Segment Start: INFORMATION
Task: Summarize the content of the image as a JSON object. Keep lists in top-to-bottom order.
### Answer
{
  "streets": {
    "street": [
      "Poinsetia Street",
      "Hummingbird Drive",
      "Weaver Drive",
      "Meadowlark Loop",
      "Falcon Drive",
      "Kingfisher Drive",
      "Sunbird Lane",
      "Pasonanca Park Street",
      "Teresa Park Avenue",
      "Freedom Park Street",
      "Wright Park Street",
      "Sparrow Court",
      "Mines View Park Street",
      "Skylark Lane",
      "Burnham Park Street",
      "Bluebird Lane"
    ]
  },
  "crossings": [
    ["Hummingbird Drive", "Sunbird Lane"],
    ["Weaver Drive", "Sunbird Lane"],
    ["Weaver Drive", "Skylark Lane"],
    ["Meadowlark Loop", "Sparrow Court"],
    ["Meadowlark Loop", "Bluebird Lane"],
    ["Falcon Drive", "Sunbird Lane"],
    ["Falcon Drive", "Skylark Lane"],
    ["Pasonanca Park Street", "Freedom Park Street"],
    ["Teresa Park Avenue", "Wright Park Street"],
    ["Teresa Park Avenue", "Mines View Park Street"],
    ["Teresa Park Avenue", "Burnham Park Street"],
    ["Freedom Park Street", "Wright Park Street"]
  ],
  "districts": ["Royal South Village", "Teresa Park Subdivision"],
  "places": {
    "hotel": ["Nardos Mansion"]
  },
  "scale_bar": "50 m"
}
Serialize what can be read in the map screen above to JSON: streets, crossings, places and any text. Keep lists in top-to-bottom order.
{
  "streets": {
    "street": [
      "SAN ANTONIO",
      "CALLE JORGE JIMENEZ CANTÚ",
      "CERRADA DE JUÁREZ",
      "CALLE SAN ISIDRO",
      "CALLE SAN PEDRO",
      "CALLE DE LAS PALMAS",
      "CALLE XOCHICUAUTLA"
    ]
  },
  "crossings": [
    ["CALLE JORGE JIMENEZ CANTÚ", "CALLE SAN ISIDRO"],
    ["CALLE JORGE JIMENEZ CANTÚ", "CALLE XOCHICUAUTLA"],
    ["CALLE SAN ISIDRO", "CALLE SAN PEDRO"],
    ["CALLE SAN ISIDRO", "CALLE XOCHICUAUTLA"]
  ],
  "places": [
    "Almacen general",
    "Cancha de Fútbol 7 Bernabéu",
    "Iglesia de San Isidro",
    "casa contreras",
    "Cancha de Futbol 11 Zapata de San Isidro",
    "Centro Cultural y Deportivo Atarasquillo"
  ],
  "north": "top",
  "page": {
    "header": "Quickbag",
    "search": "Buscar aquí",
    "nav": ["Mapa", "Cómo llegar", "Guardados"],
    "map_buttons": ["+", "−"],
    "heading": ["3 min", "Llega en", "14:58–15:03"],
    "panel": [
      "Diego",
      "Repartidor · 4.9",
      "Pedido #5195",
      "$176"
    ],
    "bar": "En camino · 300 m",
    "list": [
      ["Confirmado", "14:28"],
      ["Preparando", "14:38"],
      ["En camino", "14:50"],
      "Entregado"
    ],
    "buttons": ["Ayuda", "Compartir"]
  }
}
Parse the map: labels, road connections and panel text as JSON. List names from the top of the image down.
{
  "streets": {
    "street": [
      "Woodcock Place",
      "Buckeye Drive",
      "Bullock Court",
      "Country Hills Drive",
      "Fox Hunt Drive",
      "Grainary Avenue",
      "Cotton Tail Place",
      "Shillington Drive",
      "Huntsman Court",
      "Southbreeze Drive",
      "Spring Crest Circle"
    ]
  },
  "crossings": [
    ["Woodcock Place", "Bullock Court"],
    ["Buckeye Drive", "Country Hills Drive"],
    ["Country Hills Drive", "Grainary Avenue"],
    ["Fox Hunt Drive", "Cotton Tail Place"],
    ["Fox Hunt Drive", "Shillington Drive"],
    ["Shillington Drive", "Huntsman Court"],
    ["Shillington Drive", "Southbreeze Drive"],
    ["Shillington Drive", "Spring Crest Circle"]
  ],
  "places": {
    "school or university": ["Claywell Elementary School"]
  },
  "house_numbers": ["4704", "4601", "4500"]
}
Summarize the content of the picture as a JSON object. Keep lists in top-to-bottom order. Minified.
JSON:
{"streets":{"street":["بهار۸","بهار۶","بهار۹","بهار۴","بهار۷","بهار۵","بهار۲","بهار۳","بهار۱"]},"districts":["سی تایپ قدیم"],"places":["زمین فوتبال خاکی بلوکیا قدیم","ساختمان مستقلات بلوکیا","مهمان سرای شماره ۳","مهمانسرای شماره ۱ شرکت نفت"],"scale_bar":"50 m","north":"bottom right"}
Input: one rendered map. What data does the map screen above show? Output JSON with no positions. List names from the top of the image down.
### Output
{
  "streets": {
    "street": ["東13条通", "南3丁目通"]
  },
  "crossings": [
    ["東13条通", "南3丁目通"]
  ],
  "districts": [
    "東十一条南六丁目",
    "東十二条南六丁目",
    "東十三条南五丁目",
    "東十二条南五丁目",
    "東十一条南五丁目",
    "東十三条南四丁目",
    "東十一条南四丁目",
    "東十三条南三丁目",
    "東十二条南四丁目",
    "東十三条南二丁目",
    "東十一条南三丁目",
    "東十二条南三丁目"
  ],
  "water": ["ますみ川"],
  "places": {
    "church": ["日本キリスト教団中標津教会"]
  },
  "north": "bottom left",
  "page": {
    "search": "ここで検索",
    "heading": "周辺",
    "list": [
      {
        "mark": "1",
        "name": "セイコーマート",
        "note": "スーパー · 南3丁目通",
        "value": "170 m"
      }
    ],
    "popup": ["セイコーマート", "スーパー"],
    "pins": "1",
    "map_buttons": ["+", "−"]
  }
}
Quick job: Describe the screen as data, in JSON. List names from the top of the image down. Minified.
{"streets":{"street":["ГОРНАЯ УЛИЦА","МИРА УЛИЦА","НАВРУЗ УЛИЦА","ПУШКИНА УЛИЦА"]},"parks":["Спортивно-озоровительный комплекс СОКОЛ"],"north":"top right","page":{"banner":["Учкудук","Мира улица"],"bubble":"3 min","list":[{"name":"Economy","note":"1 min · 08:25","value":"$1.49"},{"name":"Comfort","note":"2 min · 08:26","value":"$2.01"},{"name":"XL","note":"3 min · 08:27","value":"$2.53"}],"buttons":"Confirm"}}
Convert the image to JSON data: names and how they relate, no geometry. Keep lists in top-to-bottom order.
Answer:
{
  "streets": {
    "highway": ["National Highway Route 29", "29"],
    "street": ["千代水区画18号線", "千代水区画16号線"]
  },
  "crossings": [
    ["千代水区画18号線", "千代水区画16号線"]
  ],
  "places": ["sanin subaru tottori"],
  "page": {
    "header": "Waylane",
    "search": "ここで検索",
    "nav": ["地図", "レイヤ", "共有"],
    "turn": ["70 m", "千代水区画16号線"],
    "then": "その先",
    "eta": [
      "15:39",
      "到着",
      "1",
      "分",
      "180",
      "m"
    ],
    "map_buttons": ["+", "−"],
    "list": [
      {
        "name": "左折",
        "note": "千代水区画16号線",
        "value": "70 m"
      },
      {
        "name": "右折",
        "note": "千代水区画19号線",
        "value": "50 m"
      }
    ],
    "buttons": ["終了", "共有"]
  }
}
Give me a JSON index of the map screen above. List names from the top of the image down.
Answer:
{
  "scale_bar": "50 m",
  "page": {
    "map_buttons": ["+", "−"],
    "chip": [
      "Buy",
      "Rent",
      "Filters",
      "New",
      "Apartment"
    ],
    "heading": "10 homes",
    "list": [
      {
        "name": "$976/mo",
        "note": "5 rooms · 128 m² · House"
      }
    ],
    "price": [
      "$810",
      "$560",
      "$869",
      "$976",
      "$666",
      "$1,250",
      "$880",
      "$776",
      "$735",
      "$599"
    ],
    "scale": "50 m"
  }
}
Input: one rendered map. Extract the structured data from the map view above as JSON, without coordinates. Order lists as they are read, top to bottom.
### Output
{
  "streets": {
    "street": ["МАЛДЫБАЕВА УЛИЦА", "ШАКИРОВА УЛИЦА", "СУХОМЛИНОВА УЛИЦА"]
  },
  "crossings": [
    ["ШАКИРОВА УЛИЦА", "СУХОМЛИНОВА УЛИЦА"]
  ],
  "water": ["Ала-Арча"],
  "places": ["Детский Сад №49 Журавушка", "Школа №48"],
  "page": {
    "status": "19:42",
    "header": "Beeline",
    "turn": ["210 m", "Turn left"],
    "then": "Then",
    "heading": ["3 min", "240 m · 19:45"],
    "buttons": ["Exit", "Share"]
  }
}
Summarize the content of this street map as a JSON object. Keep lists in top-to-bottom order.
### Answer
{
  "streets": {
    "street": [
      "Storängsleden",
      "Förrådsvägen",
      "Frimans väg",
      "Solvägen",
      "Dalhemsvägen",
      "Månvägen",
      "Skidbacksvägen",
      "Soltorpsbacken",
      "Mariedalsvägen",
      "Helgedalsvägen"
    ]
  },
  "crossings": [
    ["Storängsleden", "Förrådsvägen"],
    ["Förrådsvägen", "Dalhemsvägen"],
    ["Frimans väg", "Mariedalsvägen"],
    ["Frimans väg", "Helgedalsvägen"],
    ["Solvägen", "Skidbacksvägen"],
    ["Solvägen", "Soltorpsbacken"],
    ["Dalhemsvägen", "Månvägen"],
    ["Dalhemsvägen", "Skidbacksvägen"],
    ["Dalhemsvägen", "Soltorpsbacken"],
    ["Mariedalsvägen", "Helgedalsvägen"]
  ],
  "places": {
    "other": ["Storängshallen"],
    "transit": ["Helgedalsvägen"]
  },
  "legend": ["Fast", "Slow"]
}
Segment End: INFORMATION
TASK OBJECTIVE: Return each line above where the word "Skylark" shows up.

WRITTEN ANSWER:
      "Skylark Lane",
    ["Weaver Drive", "Skylark Lane"],
    ["Falcon Drive", "Skylark Lane"],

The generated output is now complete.